**To do**
Copy out each line from the material where the word "slow" is found.

##############################

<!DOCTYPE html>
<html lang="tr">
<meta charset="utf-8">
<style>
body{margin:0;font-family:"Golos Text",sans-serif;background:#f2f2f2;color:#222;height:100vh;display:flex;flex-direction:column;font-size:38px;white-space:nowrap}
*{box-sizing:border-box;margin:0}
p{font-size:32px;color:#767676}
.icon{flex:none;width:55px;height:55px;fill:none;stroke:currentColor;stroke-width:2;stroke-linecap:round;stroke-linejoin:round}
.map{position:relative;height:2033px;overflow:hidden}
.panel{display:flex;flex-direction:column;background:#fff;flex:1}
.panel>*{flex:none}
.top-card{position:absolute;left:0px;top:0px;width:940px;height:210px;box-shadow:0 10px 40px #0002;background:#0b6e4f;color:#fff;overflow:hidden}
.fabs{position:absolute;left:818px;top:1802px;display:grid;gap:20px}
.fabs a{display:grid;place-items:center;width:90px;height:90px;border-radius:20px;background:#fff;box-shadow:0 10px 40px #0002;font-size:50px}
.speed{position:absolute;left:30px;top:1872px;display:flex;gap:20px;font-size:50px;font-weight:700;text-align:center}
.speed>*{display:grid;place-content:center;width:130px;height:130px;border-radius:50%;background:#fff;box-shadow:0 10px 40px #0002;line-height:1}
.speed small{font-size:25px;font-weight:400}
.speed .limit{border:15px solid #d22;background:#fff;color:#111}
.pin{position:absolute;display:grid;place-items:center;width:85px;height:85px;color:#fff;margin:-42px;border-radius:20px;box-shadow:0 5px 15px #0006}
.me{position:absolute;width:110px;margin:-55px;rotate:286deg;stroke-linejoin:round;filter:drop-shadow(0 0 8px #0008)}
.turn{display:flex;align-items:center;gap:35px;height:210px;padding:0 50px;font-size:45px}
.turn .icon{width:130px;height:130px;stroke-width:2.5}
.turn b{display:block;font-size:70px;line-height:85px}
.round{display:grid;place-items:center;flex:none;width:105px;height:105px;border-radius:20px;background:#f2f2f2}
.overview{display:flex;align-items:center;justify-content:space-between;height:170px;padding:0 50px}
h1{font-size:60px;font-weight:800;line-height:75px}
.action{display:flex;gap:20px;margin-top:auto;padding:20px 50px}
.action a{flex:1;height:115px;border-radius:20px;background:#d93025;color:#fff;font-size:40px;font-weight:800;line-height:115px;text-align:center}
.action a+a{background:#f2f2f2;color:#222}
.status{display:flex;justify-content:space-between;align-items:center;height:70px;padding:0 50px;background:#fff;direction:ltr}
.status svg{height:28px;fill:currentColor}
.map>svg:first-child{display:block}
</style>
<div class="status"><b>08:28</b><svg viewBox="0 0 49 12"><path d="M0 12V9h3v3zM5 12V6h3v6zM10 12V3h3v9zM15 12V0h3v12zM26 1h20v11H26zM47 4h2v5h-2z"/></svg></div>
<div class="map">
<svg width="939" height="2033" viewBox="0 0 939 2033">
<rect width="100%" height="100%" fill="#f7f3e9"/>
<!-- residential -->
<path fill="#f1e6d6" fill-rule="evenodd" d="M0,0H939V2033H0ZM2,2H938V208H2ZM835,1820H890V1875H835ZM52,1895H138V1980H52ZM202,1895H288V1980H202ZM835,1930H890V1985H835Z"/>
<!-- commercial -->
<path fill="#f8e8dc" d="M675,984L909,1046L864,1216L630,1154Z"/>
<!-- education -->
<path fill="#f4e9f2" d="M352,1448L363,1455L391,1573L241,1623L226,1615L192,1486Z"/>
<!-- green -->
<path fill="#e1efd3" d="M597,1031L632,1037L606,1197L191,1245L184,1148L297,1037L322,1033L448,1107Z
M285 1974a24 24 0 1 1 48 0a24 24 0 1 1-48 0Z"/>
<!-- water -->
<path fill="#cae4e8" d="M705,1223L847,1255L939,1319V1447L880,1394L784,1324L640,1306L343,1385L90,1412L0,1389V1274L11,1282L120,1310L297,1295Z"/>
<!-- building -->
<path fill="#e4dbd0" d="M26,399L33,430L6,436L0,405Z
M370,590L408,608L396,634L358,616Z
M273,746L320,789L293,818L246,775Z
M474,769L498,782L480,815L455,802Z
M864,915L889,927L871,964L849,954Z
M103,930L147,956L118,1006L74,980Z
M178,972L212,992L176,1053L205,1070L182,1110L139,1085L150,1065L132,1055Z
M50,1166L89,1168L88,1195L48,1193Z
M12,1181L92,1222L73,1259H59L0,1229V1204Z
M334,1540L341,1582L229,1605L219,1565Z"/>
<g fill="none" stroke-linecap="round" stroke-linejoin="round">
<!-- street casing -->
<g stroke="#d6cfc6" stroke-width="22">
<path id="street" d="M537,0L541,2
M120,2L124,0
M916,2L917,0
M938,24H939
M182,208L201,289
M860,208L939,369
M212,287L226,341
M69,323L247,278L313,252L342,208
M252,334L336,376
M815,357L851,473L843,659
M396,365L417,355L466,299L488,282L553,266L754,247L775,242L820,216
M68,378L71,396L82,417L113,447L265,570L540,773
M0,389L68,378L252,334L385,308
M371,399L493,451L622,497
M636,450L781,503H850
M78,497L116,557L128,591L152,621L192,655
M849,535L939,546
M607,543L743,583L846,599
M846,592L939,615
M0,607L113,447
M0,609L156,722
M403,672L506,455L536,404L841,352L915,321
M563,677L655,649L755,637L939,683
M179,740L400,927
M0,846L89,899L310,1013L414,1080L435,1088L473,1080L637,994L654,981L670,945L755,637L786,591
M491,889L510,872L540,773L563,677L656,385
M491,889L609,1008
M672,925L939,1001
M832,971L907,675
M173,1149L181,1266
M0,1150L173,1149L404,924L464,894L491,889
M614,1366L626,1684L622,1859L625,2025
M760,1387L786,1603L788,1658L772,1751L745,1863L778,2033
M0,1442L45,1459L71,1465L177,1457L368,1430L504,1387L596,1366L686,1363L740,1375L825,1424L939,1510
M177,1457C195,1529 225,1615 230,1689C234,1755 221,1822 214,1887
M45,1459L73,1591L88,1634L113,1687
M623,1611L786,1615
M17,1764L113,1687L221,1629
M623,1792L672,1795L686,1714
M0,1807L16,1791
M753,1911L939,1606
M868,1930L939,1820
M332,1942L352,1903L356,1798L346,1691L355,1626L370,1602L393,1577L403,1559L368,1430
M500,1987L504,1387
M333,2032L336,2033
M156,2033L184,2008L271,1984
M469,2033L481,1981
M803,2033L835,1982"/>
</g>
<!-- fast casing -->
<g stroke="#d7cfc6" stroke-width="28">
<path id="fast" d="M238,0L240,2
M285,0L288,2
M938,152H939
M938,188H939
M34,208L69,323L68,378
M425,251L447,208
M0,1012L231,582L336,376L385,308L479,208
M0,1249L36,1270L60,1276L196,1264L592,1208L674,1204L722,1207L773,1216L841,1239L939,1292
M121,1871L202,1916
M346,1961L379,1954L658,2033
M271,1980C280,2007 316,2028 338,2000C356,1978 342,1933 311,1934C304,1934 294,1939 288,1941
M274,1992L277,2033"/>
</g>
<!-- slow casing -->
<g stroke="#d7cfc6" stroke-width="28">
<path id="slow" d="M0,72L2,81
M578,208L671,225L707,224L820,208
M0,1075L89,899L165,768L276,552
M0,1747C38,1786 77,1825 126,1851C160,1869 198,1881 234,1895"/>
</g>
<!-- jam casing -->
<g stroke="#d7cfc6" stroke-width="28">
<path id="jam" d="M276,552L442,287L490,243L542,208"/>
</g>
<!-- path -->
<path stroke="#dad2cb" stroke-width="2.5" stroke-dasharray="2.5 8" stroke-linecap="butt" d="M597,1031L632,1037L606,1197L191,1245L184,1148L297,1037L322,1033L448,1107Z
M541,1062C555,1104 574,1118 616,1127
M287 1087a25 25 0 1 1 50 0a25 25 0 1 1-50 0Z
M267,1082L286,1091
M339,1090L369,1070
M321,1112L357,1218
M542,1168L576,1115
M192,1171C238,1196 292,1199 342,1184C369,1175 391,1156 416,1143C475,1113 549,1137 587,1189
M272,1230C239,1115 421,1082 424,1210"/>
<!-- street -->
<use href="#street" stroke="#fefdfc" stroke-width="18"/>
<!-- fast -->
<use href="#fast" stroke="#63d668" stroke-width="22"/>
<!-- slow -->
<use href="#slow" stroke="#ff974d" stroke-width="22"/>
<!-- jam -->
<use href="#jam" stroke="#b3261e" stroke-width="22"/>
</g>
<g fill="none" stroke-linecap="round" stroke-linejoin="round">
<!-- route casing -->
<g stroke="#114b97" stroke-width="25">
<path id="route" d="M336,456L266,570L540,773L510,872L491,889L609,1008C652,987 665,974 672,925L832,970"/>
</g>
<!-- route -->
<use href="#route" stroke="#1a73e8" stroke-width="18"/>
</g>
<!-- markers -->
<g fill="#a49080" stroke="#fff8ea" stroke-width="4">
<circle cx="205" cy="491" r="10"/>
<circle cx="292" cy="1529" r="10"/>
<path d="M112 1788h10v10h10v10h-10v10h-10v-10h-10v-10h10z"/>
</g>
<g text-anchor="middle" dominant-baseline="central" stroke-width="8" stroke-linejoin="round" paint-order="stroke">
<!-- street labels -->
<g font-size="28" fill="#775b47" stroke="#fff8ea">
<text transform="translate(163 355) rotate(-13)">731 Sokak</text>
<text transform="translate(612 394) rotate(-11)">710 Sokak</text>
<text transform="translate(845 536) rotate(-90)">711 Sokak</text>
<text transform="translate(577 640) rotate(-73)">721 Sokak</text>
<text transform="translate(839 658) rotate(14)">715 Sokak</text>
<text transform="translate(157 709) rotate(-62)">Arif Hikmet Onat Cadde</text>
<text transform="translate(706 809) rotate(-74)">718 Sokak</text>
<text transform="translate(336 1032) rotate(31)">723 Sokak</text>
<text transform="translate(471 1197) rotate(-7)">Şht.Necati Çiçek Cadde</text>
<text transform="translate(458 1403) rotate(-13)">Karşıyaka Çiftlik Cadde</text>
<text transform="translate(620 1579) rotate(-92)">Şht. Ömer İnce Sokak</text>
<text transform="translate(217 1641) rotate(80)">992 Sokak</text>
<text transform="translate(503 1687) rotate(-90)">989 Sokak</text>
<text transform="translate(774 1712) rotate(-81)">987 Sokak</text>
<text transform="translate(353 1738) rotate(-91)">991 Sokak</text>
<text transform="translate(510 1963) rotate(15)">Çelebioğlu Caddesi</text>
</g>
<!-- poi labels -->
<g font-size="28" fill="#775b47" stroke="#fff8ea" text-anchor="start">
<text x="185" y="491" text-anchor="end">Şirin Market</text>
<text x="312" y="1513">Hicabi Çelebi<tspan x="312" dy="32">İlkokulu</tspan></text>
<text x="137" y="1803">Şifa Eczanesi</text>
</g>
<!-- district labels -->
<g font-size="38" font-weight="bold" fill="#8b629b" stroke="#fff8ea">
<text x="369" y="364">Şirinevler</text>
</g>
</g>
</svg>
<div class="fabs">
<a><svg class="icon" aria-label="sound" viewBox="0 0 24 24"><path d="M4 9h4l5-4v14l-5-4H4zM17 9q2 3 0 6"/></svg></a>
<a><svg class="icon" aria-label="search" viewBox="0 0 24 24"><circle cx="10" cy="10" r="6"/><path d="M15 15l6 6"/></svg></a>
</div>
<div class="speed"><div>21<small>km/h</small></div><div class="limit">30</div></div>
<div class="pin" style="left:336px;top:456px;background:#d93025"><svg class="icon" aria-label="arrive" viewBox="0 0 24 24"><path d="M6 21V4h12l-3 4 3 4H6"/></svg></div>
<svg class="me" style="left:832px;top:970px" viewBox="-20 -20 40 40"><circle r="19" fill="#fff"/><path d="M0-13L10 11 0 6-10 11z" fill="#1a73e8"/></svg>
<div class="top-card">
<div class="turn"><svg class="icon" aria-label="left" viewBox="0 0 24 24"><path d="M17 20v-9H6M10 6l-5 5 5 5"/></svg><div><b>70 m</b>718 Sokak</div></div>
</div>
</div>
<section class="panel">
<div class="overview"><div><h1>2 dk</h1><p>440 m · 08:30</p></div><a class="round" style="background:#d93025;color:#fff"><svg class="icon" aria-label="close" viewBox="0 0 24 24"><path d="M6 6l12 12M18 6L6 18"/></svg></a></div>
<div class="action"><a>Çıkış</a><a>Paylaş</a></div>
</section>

##############################

**Response area**
<!-- slow casing -->
<path id="slow" d="M0,72L2,81
<!-- slow -->
<use href="#slow" stroke="#ff974d" stroke-width="22"/>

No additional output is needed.